▶ Problem statement
Within the entries below, find every line that has the string "rendered", then copy it.

▶ Material provided
==*==

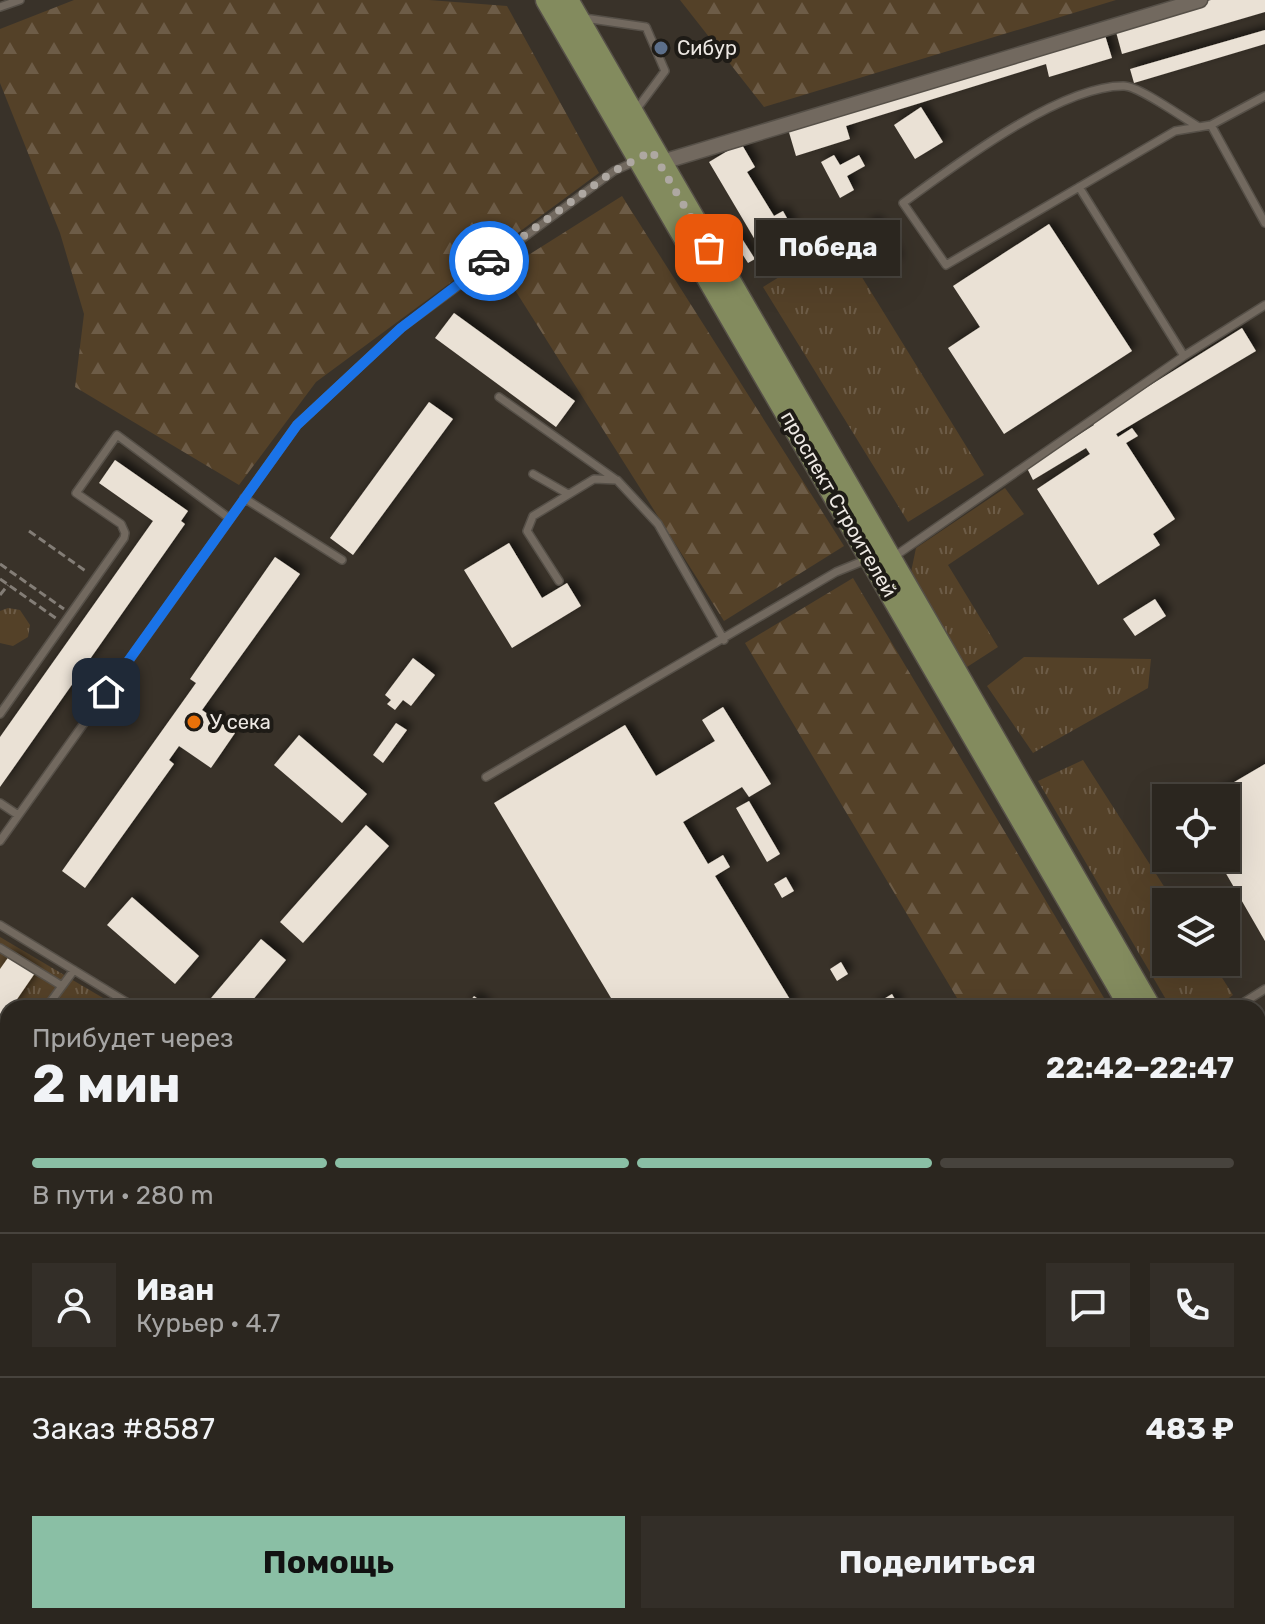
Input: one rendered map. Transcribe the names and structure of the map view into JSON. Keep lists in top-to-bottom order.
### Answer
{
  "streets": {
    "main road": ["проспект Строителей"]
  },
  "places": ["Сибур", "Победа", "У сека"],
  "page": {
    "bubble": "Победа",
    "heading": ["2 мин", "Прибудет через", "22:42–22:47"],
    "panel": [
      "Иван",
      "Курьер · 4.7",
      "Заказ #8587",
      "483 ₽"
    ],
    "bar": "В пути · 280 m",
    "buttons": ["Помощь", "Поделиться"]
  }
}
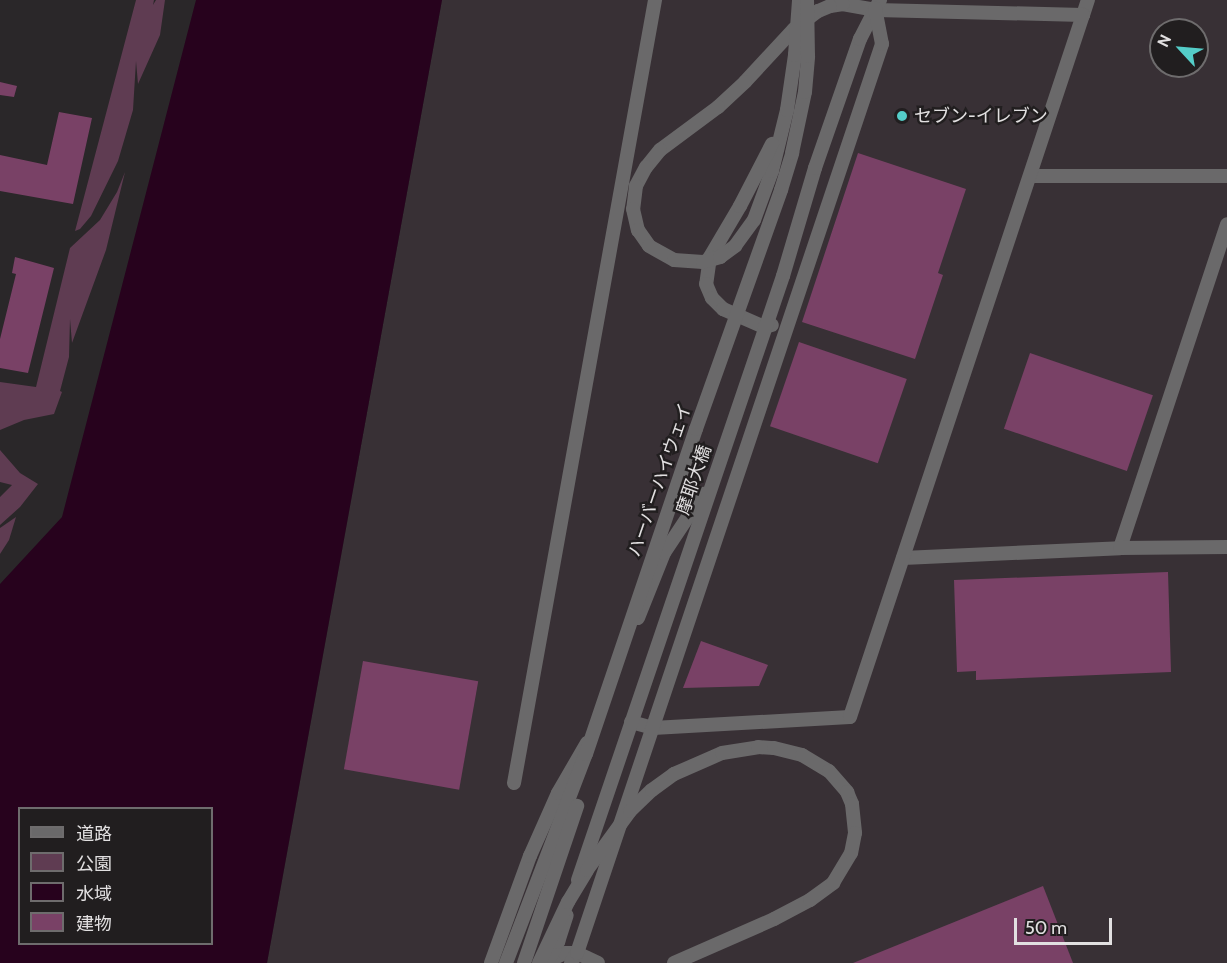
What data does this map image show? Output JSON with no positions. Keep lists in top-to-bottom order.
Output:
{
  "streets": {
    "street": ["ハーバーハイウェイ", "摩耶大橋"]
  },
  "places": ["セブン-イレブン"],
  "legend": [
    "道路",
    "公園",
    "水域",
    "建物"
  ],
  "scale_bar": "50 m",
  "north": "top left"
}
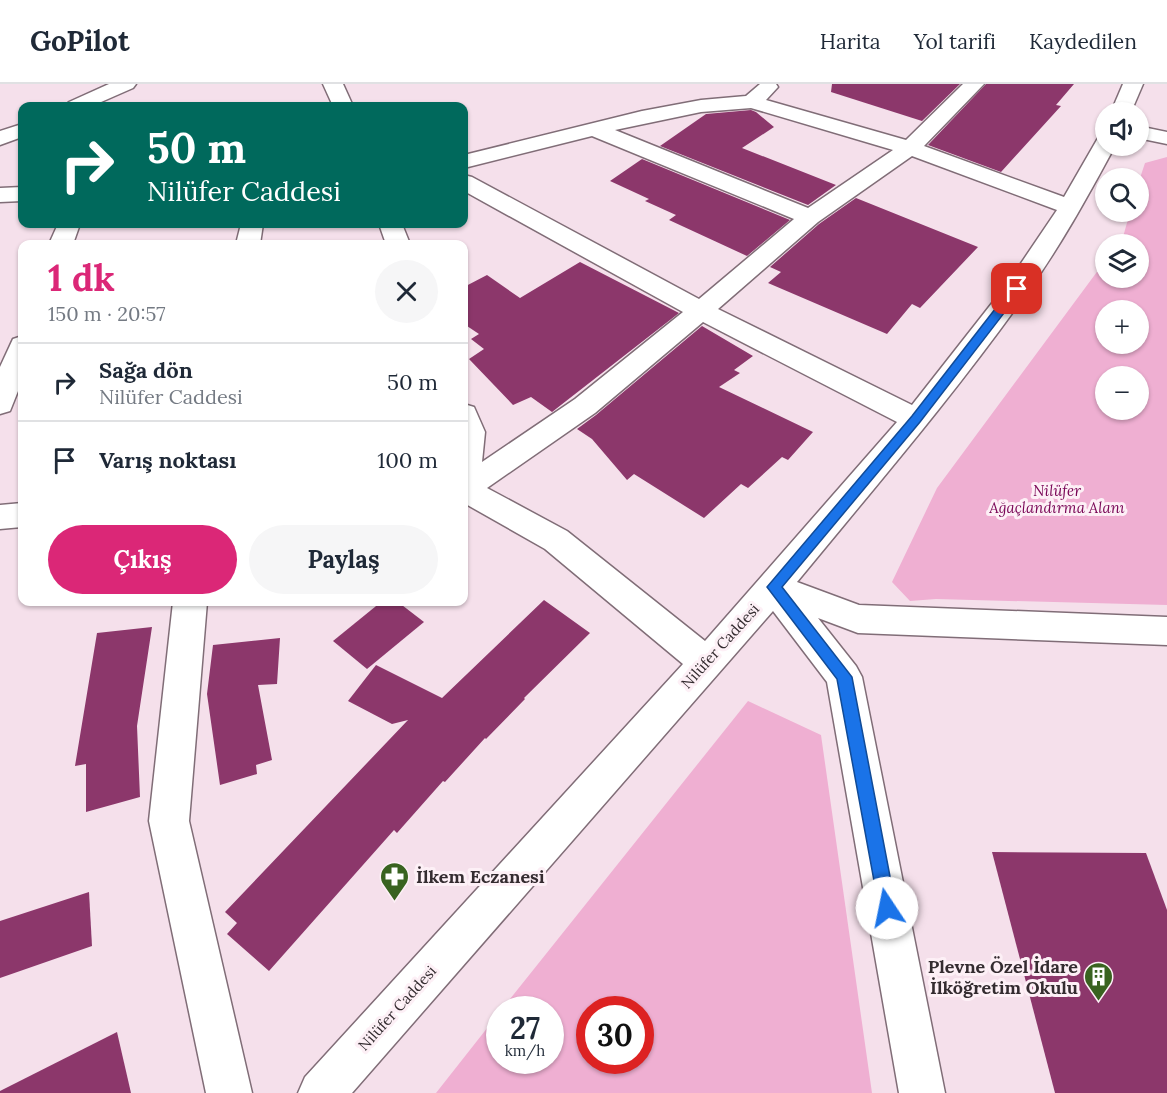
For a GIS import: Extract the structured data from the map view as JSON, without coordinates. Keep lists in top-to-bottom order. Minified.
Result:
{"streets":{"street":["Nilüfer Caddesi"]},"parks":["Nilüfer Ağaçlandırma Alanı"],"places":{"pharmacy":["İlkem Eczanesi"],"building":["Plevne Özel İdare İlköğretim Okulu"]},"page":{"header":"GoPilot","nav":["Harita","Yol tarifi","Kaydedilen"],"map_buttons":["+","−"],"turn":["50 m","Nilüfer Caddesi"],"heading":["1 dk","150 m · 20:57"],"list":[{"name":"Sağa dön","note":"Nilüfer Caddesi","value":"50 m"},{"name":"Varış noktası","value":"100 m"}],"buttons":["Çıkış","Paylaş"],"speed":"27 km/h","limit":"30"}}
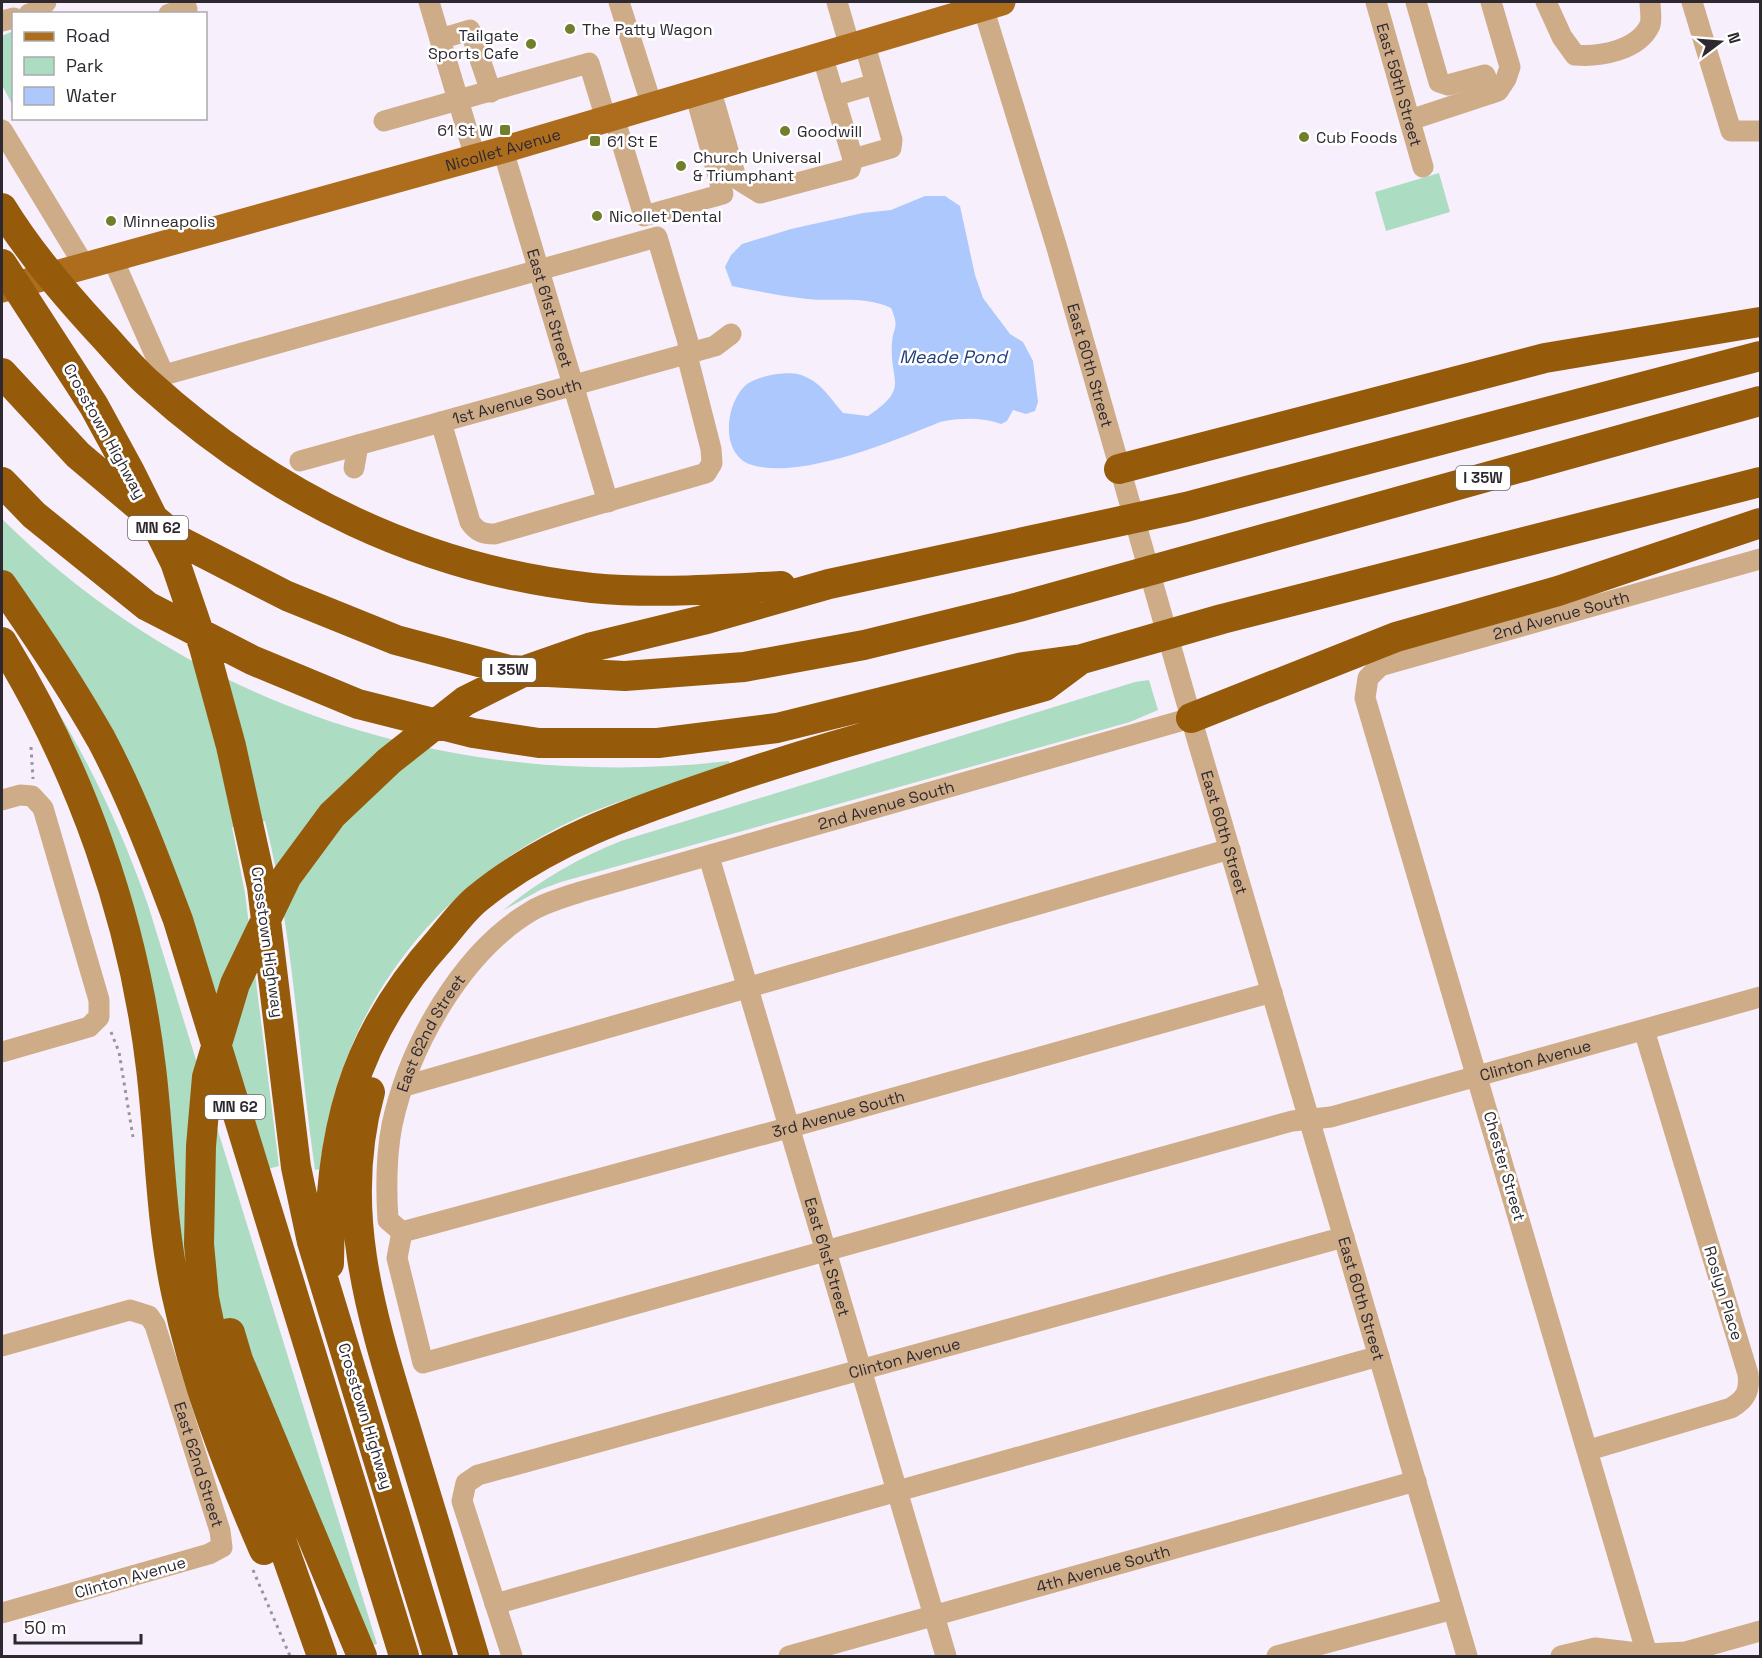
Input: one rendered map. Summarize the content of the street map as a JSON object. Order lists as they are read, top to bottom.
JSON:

==*==

▶ Answer for the task
Input: one rendered map. Transcribe the names and structure of the map view into JSON. Keep lists in top-to-bottom order.
Input: one rendered map. Summarize the content of the street map as a JSON object. Order lists as they are read, top to bottom.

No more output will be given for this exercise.